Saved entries
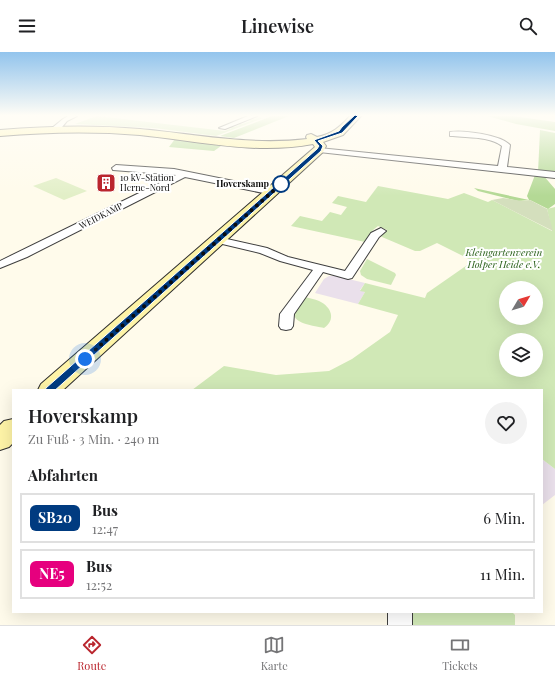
<!DOCTYPE html>
<html lang="de">
<meta charset="utf-8">
<style>
:root{--surface:#fff;--page:#f2f2f2;--text:#202124;--muted:#757577;--line:#e0e0e0;--accent:#ba262e}
body{margin:0;font-family:"Playfair Display",serif;background:var(--page);color:var(--text);height:100vh;display:flex;flex-direction:column;font-size:15px;white-space:nowrap}
*{box-sizing:border-box;margin:0}
p{font-size:13px;color:var(--muted)}
.icon{flex:none;width:22px;height:22px;fill:none;stroke:currentColor;stroke-width:2;stroke-linecap:round;stroke-linejoin:round}
.map{position:relative;flex:1;overflow:hidden}
.side{position:absolute;left:12px;top:337px;width:531px;height:224px;display:flex;flex-direction:column;background:var(--surface);border-radius:0px;box-shadow:0 4px 16px #0002}
.side>*{flex:none}
.badge{padding:0 8px;border-radius:6px;font-size:14px;line-height:26px}
.needle{width:26px;rotate:52deg}
.buttons{position:absolute;left:499px;top:229px;display:grid;gap:8px}
.buttons a{display:grid;place-items:center;width:44px;height:44px;border-radius:50%;background:var(--surface);box-shadow:0 4px 16px #0002;font-size:20px}
.you{position:absolute;width:20px;height:20px;margin:-10px;border:3px solid #fff;border-radius:50%;background:#1a73e8;box-shadow:0 0 0 6px #1a73e833}
.map>.badge{position:absolute;translate:-50% -50%;box-shadow:0 0 0 2px #fff}
h2{padding:0 16px;font-size:15px;line-height:36px}
.round{display:grid;place-items:center;flex:none;width:42px;height:42px;border-radius:21px;background:var(--page)}
.summary{display:flex;align-items:center;justify-content:space-between;height:68px;padding:0 16px}
h1{font-size:19px;font-weight:600;line-height:30px}
ul{padding:0;list-style:none}
li{display:flex;align-items:center;gap:12px;height:50px;margin:0 8px 6px;padding:0 8px;border:2px solid var(--line);border-radius:0px}
li div{flex:1}
li b{display:block;font-size:15px}
li em{font-style:normal}
li .badge{min-width:44px;font-weight:700;text-align:center}
header{display:flex;justify-content:space-between;align-items:center;height:52px;padding:0 16px;background:var(--surface);font-size:18px;font-weight:600}
.dock{display:flex;justify-content:space-around;align-items:center;height:56px;border-top:1px solid var(--line);background:var(--surface);font-size:11px;color:var(--muted)}
.dock a{display:grid;justify-items:center;gap:2px}
.dock .on{color:var(--accent)}
.map>svg:first-child{display:block}
.industrial{fill:#eae0eb}
.green{fill:#d0e8b6;fill-rule:evenodd}
.forest{fill:#b4d995}
.cemetery{fill:#d4dfbd}
.pitch{fill:#e2efc7}
.lines{fill:none;stroke-linecap:round;stroke-linejoin:round}
.street-casing{stroke:#3f3f3f;stroke-width:2}
.secondary-casing{stroke:#2e2e2e;stroke-width:2}
.street{fill:#fff;fill-rule:evenodd}
.secondary{fill:#fef4a7;fill-rule:evenodd}
.line{fill:#003b80;stroke:#fff}
.walk{stroke:#0c0c0c;stroke-width:4;stroke-dasharray:0 7.2}
.stop-dot{fill:#fff;stroke:#003b80;stroke-width:2}
.labels{text-anchor:middle;stroke-width:4;stroke-linejoin:round;paint-order:stroke}
.far-poi-label{font-size:9px;fill:#0c0c0c;stroke:#fff;text-anchor:start}
.far-stop-label{font-size:9px;font-weight:bold;fill:#0c0c0c;stroke:#fff;text-anchor:end}
.far-street-label{font-size:9px;fill:#0c0c0c;stroke:#fff}
.park-label{font-size:10px;font-style:italic;fill:#2c621d;stroke:#fff}
</style>
<header><svg class="icon" aria-label="menu" viewBox="0 0 24 24"><path d="M4 6h16M4 12h16M4 18h16"/></svg>Linewise<svg class="icon" aria-label="search" viewBox="0 0 24 24"><circle cx="10" cy="10" r="6"/><path d="M15 15l6 6"/></svg></header>
<div class="map">
<svg width="555" height="573" viewBox="0 0 555 573">
<rect width="100%" height="100%" fill="#fffbeb"/>
<g class="industrial">
<path d="M329 224H336L365 231 360 238 365 240 358 252 315 241 324 227Z"/>
<path d="M542 407 555 417V443L542 453Z"/>
</g>
<g class="green">
<path d="M97 64 225 79 232 76 229 75H234L240 73 238 72H242L251 69 248 68 258 66 255 65H257L263 66 216 84 154 76 75 72Z"/>
<path d="M378 134 448 147 464 141 488 150 492 148 552 179 547 157 555 155V417L542 407V338H192L224 314 276 323 329 319 352 307 390 280 398 263 358 252 365 240 360 239 365 231 425 246 427 241 473 209 437 191 420 199H415L382 185 381 184 387 178 378 174 373 178 365 190 291 174 300 164 322 169 330 160 341 163 347 155 332 151 338 144 366 150ZM506 236H536V266H506ZM506 288H536V318H506Z"/>
<path d="M367 207 395 221 396 223 391 233 367 227 361 223 360 219Z"/>
<path d="M304 245C309 246 315 247 319 249 332 255 336 268 324 276 316 274 289 272 295 258 297 254 301 249 304 245Z"/>
<path d="M409 560H512L515 563V573H409Z"/>
</g>
<g class="forest">
<path d="M272 64H289L234 86 220 84Z"/>
<path d="M487 64H513L555 70V79L516 72Z"/>
<path d="M540 78 555 81V122L538 121Z"/>
<path d="M175 87 221 94 214 99 169 95Z"/>
<path d="M535 123H543L555 137V152L548 157 530 148 518 149 478 139 474 136 529 148 527 144Z"/>
</g>
<path class="cemetery" d="M503 146 522 149 530 148 547 157 553 179 492 148Z"/>
<path class="pitch" d="M56 126 87 139 64 148 33 134Z"/>
<g class="lines">
<g class="street-casing">
<g id="street">
<path d="M68 64H77L67 69 58 80H52V76L63 67Z"/>
<path d="M248 64H257L225 77 219 76Z"/>
<path d="M450 80C464 78 501 83 510 93L507 115 555 120V126L319 100 315 98 319 96 498 114 502 94C489 84 468 86 453 84H450Z"/>
<path d="M116 113 174 117 273 137 278 140 273 143 185 125 27 205 0 216V209L176 123 113 118 112 116Z"/>
<path d="M381 176 386 179 379 185 352 226 348 227 323 220 294 262 293 274 291 277 286 278 281 277 279 274 280 262 313 218 280 209 260 201 214 190 213 188 218 185 267 196 288 205 345 219 371 181Z"/>
<rect x="388" y="560" width="24" height="13"/>
</g>
</g>
<g class="secondary-casing">
<g id="secondary">
<path d="M350 64H361L343 83 323 90 326 94 323 100 63 338H38L41 332 315 95 313 92C255 103 198 89 140 83 93 79 47 80 0 84V78C47 74 94 73 140 77 196 82 250 94 307 87L306 85 307 83 311 82 317 85C332 82 340 75 350 64Z"/>
<path d="M13 367V391L9 395 0 398V373L4 369Z"/>
</g>
</g>
<use href="#street" class="street"/>
<use href="#secondary" class="secondary"/>
</g>
<linearGradient id="sky" x2="0" y2="1"><stop stop-color="#92c4ed"/><stop offset="0.44" stop-color="#fffdf6"/><stop offset="1" stop-color="#fffdf6" stop-opacity="0"/></linearGradient>
<rect width="555" height="144" fill="url(#sky)"/>
<path class="line" d="M355 63 358 64 342 81 318 89 323 94 321 99 53 340H46L45 338 46 336 317 97 319 94 314 88 339 79 342 75Z"/>
<g class="lines">
<path class="walk" d="M85 307 281 132"/>
</g>
<defs>
<g id="building-square" transform="scale(1)"><rect x="-9" y="-9" width="18" height="18" rx="4" fill="#ba262e" stroke="#fff"/><path d="M-4-6H4V6H1V3H-1V6H-4ZM-2.5-4.3h1.7v1.8h-1.7ZM.8-4.3h1.7v1.8H.8ZM-2.5-1h1.7V.8h-1.7ZM.8-1h1.7V.8H.8Z" fill="#fff"/></g>
</defs>
<g fill-rule="evenodd">
<use href="#building-square" x="106" y="131"/>
</g>
<circle class="stop-dot" cx="281" cy="132" r="8"/>
<g class="labels">
<g class="far-poi-label">
<text x="120" y="129">10 kV-Station<tspan x="120" dy="10">Herne-Nord</tspan></text>
</g>
<g class="far-stop-label">
<text x="269" y="135">Hoverskamp</text>
</g>
<g class="far-street-label">
<text transform="translate(101 164) rotate(-27)" y="3">WEIDKAMP</text>
</g>
<g class="park-label">
<text x="504" y="204">Kleingartenverein<tspan x="504" dy="12">Holper Heide e.V.</tspan></text>
</g>
</g>
</svg>
<div class="buttons">
<a><svg class="needle" viewBox="-14 -14 28 28"><path d="M0-13l5 13h-10z" fill="#e53935"/><path d="M0 13l5-13h-10z" fill="#757577"/></svg></a>
<a><svg class="icon" aria-label="layers" viewBox="0 0 24 24"><path d="M12 4l9 5-9 5-9-5zM3 14l9 5 9-5"/></svg></a>
</div>
<div class="you" style="left:85px;top:307px"></div>
<section class="side">
<div class="summary"><div><h1>Hoverskamp</h1><p>Zu Fuß · 3 Min. · 240 m</p></div><a class="round"><svg class="icon" aria-label="heart" viewBox="0 0 24 24"><path d="M12 20l-8-8c-3-5 5-10 8-4 3-6 11-1 8 4z"/></svg></a></div>
<h2>Abfahrten</h2>
<ul>
<li><span class="badge" style="background:#003b80;color:#fff">SB20</span><div><b>Bus</b><p>12:47</p></div><em>6 Min.</em></li>
<li><span class="badge" style="background:#e6007e;color:#fff">NE5</span><div><b>Bus</b><p>12:52</p></div><em>11 Min.</em></li>
</ul>
</section>
</div>
<nav class="dock">
<a class="on"><svg class="icon" aria-label="directions" viewBox="0 0 24 24"><path d="M12 3l9 9-9 9-9-9zM9 14v-3h6M13 9l2 2-2 2"/></svg>Route</a>
<a><svg class="icon" aria-label="map" viewBox="0 0 24 24"><path d="M3 6l6-2 6 2 6-2v14l-6 2-6-2-6 2zM9 4v14M15 6v14"/></svg>Karte</a>
<a><svg class="icon" aria-label="tickets" viewBox="0 0 24 24"><path d="M3 7h18v10H3zM15 7v10"/></svg>Tickets</a>
</nav>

## [The problem]
Go through the lines above and tally those with the string "style". The total is all that is needed.

## [Result of this task]
8